Study material below:
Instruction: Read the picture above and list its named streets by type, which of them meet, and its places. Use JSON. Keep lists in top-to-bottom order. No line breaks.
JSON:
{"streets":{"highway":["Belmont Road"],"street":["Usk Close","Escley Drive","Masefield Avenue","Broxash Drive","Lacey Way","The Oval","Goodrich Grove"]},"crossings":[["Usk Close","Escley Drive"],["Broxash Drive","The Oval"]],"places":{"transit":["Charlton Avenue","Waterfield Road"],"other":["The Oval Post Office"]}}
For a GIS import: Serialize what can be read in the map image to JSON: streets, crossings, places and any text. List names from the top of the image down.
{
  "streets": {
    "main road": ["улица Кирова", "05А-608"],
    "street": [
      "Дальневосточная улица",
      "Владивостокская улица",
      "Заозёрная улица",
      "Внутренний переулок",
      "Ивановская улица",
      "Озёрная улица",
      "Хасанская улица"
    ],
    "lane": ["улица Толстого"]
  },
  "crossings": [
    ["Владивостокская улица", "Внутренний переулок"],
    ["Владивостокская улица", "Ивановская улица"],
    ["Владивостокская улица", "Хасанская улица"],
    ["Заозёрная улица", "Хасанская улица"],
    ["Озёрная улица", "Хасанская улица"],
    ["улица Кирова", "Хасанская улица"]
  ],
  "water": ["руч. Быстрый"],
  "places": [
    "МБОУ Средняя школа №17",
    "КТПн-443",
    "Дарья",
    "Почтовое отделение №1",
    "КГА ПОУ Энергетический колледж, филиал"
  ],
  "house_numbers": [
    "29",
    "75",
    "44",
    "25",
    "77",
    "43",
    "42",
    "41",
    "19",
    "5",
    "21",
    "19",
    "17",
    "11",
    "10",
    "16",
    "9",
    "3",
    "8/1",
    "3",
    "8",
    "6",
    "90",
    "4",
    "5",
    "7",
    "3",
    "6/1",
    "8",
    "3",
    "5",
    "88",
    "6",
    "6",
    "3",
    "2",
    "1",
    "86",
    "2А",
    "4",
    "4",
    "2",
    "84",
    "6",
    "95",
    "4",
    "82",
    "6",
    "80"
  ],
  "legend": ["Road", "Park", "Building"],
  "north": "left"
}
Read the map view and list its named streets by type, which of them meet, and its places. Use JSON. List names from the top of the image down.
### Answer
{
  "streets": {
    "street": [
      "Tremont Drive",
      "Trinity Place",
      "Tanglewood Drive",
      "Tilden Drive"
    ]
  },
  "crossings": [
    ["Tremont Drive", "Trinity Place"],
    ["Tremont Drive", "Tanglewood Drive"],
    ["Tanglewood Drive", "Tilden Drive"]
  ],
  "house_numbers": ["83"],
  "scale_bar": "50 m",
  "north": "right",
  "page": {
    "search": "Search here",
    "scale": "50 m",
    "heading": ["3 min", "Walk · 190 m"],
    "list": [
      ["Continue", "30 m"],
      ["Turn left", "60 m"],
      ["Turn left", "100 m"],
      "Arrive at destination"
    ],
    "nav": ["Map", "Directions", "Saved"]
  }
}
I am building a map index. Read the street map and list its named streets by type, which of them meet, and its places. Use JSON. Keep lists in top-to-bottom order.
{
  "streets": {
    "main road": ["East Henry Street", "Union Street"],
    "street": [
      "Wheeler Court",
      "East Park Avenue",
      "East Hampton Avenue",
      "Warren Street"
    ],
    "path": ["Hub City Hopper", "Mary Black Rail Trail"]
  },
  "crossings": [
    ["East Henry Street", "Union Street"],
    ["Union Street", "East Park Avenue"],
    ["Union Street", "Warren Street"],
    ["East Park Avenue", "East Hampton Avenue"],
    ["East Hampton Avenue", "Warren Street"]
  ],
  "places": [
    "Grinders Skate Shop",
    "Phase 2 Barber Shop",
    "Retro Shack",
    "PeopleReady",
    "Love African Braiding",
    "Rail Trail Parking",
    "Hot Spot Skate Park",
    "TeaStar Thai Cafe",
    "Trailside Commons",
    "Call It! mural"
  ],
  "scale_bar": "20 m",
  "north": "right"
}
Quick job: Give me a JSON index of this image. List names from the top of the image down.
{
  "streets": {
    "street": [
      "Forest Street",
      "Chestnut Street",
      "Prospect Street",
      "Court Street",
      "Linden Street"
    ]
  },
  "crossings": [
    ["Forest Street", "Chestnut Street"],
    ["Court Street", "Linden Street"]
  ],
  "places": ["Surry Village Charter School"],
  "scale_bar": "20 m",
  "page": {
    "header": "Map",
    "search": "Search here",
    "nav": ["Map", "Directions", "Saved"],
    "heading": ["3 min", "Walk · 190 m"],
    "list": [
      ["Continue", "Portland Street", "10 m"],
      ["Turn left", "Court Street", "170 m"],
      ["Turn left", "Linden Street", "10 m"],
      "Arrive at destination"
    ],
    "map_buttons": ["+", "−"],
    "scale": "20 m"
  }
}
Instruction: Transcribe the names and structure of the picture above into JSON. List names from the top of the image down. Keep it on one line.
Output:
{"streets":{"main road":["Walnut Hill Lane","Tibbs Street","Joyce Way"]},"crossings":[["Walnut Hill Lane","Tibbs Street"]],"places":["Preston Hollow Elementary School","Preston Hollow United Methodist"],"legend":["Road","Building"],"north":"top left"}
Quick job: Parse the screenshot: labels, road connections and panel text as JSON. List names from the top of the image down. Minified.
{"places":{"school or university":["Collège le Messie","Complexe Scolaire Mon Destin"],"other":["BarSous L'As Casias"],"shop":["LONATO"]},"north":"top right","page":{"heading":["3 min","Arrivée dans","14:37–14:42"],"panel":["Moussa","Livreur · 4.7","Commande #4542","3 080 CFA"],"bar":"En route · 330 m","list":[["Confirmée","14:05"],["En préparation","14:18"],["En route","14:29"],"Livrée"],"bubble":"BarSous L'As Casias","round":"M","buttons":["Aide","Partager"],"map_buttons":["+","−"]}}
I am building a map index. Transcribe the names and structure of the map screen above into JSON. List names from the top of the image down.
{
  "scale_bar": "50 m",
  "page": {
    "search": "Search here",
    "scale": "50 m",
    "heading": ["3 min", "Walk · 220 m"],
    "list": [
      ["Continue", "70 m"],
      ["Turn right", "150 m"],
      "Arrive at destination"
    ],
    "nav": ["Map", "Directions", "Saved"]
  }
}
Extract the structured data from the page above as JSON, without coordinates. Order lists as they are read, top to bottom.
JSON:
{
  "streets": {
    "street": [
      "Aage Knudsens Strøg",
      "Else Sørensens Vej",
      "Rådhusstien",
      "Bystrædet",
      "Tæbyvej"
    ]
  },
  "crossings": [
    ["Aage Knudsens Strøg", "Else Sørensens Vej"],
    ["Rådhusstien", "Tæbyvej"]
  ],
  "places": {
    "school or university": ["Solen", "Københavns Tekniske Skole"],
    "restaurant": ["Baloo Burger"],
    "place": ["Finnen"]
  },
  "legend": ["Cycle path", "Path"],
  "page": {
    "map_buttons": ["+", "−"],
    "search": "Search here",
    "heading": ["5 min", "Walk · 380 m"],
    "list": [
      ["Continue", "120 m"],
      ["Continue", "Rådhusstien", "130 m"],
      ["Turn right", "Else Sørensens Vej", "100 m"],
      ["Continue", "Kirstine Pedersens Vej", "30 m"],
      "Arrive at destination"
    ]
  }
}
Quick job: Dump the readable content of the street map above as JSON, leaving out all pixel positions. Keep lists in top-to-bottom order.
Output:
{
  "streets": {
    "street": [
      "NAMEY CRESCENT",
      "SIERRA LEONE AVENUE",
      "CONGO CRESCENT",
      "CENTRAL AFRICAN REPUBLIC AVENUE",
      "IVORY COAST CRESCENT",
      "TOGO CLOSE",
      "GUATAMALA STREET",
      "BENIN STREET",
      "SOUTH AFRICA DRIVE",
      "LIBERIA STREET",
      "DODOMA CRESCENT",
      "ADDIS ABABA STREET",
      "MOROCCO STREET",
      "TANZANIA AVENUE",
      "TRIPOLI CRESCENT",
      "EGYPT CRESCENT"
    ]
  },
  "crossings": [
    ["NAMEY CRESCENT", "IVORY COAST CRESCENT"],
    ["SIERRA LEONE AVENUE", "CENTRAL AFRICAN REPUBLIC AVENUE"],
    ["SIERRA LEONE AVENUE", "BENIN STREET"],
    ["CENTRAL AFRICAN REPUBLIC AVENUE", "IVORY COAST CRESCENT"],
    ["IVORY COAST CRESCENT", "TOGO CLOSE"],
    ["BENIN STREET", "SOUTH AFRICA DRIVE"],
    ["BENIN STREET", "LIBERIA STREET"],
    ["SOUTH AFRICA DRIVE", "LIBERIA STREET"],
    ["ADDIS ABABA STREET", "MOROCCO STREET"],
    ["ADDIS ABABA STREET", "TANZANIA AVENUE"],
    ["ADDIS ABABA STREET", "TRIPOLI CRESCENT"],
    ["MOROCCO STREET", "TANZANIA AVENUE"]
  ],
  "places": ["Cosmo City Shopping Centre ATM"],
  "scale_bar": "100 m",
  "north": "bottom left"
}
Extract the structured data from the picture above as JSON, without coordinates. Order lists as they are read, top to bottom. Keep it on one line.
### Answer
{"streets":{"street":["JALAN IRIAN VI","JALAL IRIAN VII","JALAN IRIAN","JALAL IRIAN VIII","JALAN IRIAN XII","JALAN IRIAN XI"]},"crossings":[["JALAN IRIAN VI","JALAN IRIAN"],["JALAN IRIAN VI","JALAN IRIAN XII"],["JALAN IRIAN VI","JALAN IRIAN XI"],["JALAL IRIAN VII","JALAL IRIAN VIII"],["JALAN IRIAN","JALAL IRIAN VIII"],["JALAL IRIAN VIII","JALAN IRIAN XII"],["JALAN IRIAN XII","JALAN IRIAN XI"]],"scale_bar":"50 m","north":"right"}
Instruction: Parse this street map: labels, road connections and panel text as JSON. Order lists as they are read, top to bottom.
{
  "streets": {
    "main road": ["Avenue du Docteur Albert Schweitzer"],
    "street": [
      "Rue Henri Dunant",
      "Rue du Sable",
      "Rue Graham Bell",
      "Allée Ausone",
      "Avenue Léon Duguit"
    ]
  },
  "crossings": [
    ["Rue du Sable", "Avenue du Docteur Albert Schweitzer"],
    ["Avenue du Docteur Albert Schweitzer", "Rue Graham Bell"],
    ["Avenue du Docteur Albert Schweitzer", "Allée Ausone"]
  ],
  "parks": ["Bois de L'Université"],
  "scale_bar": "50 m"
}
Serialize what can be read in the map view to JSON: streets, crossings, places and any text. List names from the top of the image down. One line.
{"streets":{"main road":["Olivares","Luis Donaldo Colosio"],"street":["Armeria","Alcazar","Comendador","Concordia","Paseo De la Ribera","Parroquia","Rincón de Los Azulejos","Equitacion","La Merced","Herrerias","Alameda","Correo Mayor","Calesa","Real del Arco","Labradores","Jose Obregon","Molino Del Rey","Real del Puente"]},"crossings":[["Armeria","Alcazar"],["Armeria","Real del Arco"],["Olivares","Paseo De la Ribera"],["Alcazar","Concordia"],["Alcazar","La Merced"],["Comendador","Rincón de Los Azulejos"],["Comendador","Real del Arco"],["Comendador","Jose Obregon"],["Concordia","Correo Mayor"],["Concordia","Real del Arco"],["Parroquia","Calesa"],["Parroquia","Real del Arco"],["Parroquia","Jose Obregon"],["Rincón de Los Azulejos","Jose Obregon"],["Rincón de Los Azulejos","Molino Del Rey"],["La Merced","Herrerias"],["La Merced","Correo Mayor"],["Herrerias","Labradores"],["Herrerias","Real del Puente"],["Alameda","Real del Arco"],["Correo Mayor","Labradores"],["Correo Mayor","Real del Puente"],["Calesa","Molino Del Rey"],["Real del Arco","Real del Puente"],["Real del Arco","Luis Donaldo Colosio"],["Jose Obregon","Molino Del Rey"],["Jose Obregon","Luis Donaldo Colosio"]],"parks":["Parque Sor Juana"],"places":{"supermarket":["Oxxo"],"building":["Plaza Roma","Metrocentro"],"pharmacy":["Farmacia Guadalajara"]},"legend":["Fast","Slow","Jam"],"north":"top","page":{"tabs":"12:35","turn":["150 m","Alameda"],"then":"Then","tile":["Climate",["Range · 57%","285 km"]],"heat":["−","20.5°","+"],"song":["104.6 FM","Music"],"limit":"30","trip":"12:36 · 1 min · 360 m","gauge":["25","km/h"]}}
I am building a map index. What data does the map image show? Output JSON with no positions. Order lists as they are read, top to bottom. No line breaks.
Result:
End of Study material.
The answer should be one number, the count of lines above that contain "data".

Task result = 3